* _EXERCISE_: Copy out each line of the data below in which "pixel" appears.

[Extracted records]
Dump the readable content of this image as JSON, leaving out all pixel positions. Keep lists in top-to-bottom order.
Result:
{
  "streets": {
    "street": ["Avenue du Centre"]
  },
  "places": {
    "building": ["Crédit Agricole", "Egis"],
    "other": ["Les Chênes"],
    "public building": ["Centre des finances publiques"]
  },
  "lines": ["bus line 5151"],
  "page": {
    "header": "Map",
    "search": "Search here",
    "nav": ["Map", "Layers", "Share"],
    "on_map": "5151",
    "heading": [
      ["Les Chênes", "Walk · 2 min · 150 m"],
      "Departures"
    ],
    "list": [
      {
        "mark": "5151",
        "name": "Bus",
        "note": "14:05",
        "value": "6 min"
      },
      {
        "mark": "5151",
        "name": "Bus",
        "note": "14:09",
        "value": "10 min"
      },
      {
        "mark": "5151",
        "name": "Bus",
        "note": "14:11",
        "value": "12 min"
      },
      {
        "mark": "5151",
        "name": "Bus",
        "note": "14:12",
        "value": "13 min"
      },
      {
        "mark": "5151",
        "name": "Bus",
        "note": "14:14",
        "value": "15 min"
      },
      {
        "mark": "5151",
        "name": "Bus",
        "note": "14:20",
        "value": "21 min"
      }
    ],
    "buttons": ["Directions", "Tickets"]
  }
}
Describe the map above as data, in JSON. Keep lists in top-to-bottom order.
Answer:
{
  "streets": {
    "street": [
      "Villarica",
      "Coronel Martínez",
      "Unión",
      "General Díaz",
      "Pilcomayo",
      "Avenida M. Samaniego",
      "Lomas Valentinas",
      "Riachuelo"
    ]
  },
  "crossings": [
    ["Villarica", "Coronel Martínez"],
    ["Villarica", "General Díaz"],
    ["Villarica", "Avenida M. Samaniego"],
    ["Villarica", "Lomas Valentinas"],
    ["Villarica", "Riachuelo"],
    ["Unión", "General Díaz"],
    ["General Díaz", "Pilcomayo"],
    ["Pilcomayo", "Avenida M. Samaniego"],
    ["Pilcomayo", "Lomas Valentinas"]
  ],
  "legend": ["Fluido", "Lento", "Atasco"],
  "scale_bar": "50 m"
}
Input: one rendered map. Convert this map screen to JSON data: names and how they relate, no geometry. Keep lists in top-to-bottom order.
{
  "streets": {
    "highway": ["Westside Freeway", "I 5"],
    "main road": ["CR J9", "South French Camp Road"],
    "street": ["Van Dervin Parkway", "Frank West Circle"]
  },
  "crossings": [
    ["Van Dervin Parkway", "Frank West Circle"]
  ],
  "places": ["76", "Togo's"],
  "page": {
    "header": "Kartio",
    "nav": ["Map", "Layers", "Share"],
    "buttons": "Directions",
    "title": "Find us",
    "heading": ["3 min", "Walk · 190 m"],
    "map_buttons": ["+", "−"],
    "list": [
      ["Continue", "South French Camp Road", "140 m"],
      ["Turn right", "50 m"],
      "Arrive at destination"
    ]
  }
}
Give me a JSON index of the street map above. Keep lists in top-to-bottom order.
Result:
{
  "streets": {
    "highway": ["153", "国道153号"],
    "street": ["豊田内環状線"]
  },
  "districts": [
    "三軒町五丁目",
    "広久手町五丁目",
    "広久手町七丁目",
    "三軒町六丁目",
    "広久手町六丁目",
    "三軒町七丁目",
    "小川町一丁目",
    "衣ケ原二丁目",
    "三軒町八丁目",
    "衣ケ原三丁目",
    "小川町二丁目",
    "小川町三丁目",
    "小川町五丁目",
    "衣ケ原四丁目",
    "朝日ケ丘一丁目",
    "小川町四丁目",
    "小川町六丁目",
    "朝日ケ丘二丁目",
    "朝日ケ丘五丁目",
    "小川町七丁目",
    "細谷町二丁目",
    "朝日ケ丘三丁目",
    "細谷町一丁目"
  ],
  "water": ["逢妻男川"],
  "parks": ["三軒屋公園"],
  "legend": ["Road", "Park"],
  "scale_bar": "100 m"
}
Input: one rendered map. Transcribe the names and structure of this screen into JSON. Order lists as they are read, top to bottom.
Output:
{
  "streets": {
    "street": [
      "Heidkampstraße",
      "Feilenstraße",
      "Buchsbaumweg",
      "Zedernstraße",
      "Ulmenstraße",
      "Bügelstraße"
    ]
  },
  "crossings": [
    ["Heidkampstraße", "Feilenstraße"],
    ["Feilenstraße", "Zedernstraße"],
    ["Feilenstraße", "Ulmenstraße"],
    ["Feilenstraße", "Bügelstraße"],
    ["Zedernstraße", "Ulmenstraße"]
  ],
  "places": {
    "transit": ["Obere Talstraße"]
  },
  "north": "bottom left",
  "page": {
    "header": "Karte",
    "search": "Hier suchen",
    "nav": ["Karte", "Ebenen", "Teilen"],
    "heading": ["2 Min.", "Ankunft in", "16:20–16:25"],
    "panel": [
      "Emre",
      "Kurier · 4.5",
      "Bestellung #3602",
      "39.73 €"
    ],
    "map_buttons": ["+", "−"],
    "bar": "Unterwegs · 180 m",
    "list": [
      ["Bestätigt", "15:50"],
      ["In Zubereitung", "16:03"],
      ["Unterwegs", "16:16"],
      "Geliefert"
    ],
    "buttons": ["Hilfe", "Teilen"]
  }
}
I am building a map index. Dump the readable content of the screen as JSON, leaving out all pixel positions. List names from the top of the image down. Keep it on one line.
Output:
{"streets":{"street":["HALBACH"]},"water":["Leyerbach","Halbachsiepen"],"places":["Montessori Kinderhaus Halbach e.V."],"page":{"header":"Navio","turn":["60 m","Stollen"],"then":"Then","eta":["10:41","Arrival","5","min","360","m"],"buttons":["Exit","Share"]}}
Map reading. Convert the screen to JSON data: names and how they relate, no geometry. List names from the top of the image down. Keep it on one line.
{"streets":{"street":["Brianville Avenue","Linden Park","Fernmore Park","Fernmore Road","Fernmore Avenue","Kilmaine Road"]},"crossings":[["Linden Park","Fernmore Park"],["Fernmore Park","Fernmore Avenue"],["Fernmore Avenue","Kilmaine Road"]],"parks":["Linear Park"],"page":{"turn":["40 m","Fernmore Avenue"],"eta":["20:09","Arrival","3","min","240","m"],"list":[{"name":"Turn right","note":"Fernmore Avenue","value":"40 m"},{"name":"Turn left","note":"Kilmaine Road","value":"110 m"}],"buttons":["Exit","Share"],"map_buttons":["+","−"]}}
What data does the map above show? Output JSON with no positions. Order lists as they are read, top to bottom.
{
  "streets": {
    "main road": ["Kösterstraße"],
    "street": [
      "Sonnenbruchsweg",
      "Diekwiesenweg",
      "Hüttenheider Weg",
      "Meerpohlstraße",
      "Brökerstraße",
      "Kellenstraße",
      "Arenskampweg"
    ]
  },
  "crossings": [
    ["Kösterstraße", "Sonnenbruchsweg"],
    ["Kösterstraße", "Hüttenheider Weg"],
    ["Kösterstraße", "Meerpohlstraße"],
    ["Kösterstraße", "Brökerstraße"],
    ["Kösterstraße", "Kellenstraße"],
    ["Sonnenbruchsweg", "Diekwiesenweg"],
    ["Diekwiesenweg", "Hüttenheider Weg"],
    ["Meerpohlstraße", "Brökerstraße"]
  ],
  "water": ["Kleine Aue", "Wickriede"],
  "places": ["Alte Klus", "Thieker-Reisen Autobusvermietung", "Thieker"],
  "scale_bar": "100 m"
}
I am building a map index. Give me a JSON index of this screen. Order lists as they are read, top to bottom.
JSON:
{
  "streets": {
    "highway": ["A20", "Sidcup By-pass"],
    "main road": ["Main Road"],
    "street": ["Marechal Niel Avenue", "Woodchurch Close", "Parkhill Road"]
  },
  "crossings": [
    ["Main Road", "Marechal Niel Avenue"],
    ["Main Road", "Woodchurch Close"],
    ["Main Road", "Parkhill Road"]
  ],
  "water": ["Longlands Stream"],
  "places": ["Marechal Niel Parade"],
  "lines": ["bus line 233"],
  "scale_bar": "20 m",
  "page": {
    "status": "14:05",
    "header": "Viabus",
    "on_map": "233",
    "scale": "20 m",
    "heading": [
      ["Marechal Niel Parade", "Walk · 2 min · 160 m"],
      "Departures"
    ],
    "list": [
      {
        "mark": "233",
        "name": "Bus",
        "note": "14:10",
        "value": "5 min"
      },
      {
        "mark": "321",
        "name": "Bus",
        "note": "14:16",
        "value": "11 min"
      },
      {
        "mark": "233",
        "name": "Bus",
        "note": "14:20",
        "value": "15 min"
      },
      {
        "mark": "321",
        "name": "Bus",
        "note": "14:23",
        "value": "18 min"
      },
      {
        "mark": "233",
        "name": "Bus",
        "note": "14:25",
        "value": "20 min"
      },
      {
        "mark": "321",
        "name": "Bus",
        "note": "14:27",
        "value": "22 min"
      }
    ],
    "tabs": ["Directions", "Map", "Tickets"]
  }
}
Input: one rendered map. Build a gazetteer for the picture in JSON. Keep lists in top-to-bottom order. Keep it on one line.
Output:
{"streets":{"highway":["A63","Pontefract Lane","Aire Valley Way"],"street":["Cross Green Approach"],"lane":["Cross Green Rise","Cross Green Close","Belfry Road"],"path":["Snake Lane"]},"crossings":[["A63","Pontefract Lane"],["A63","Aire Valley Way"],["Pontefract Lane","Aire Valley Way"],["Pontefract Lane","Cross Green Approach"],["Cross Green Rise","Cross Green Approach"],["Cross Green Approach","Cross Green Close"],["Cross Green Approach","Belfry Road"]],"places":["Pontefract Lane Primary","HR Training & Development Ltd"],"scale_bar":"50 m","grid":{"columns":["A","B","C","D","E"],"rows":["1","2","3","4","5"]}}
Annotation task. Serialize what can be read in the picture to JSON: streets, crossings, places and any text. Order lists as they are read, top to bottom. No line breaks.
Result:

* _TASK SOLUTION_:
Dump the readable content of this image as JSON, leaving out all pixel positions. Keep lists in top-to-bottom order.
I am building a map index. Dump the readable content of the screen as JSON, leaving out all pixel positions. List names from the top of the image down. Keep it on one line.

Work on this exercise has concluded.